By: Richard A. Marone

Twelve years ago, the nation entered the Global Financial Crisis, caused by a combination of artificially inflated real estate prices and behaviors by certain financial institutions ranging from speculative to criminal.  The values of publicly traded equities, as represented by the S&P 500 Index, plummeted by approximately 38.5% despite the underlying health of many of the companies in the index.  Volatility became the norm.  At the same time, interest rates began to drop.  The Treasury’s “Section 7520 rate,” which is the interest rate applicable to many estate planning strategies, dropped from a high of 4.2% in 2008 to a low of 1.0% in 2012.

Low interest rates, artificially depressed values and increased volatility – in short, estate planning went on sale.  This allowed wealthy clients to create great value for their beneficiaries at much reduced, or even zero, federal gift tax cost by using leveraged estate planning tools, saving large amounts of potential future estate tax and generation-skipping transfer tax costs in the process.

Estate planning has always been about getting what you have where you want it to go with the lowest tax burden possible.

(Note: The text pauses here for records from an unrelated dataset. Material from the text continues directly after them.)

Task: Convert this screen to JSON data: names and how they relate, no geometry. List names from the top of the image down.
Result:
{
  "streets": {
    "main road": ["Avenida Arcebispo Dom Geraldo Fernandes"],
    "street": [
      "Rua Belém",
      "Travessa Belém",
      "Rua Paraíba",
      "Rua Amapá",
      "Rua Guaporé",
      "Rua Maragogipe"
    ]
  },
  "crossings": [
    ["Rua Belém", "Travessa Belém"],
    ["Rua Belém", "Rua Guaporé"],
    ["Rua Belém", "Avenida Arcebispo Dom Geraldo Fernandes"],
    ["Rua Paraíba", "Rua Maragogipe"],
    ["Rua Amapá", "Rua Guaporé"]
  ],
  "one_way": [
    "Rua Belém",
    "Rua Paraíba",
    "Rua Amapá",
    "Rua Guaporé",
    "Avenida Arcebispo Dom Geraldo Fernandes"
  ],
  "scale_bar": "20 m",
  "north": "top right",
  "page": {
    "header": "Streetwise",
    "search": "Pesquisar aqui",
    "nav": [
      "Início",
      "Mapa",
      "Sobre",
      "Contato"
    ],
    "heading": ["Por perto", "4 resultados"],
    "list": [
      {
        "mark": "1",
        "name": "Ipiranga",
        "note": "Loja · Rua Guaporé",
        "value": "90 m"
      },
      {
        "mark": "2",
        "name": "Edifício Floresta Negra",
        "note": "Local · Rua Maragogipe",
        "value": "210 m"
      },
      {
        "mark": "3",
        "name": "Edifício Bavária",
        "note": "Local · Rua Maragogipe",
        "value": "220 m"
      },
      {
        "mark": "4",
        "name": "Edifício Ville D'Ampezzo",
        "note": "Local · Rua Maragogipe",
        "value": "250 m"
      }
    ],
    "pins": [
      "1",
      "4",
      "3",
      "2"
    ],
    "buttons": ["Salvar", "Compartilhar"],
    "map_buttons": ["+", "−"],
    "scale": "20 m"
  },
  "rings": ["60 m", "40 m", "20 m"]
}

Those brave enough to do this early and often beginning in 2008 accomplished these goals with great success.

Today we are again faced with artificially depressed asset values, vastly increased volatility and (happily) low interest rates.  If you are fortunate enough to have assets that you intend to transfer to younger generation family members or other beneficiaries, you have another unprecedented opportunity to accomplish your estate planning goals using the tools discussed below.  But this environment won’t last forever.  Those who planned during and after the last global financial crisis were very successful in accomplishing their estate planning goals.  Those who did not plan lost the opportunity – until now.

Simple Gifts

The simplest of strategies is to give away assets now that you expect to appreciate in the future.  The federal estate, gift and generation-skipping transfer (“GST”) tax lifetime exemption amounts are $11.58 million.  This amount is scheduled to increase by inflation until the end of 2025, when the exemption amount will revert to a pre-2018 inflation adjusted amount of approximately half that.  The Connecticut estate and gift tax exemption amount is $5.1 million.  This will increase in 2021 to $7.1 million, in 2022 to $9.1 million, and in 2023 it will match the federal exemption.  New York has an estate tax exemption amount of $5.85 million.  This number will rise with inflation in 2021 and beyond.  Massachusetts has a fixed estate tax exemption amount of $1 million.1 

Given that these exemptions are at all-time highs, and values are depressed, the simplest effective estate planning tool is to gift assets, either outright to beneficiaries who are mature enough and not at risk, or better, into flexible long-term trusts that benefit them and their children and grandchildren.  Trusts provide continuity of management as well as protection against divorces, lawsuits and bad habits.  With a flexible trust that lasts for the lives of children and grandchildren, or maybe even longer, you can also eliminate federal and state estate tax on the gifted assets for several generations.  These current exemption levels will be reduced dramatically in 2026, or maybe earlier if the coming election changes the balance of power in Washington, so today it’s literally “use it or lose it.” 2

Intrafamily Loans

You can also benefit your children and grandchildren by lending money to them that they can then invest and earn both current income and future capital appreciation.  Loans have no gift tax consequences if you charge at least the interest rate specified by federal law.3  In April, the AFRs for loans with a maturity of 9 years or longer are 1.44% if interest is paid annually and 1.43% if interest is paid semi-annually, quarterly or monthly.  If your beneficiaries use the borrowed funds to invest in assets that produce a combined current and future return of greater than this rate, you have again achieved your estate planning goals.  Loans can also be made to trusts for their benefit to get the same benefit and achieve the protections discussed above (see below).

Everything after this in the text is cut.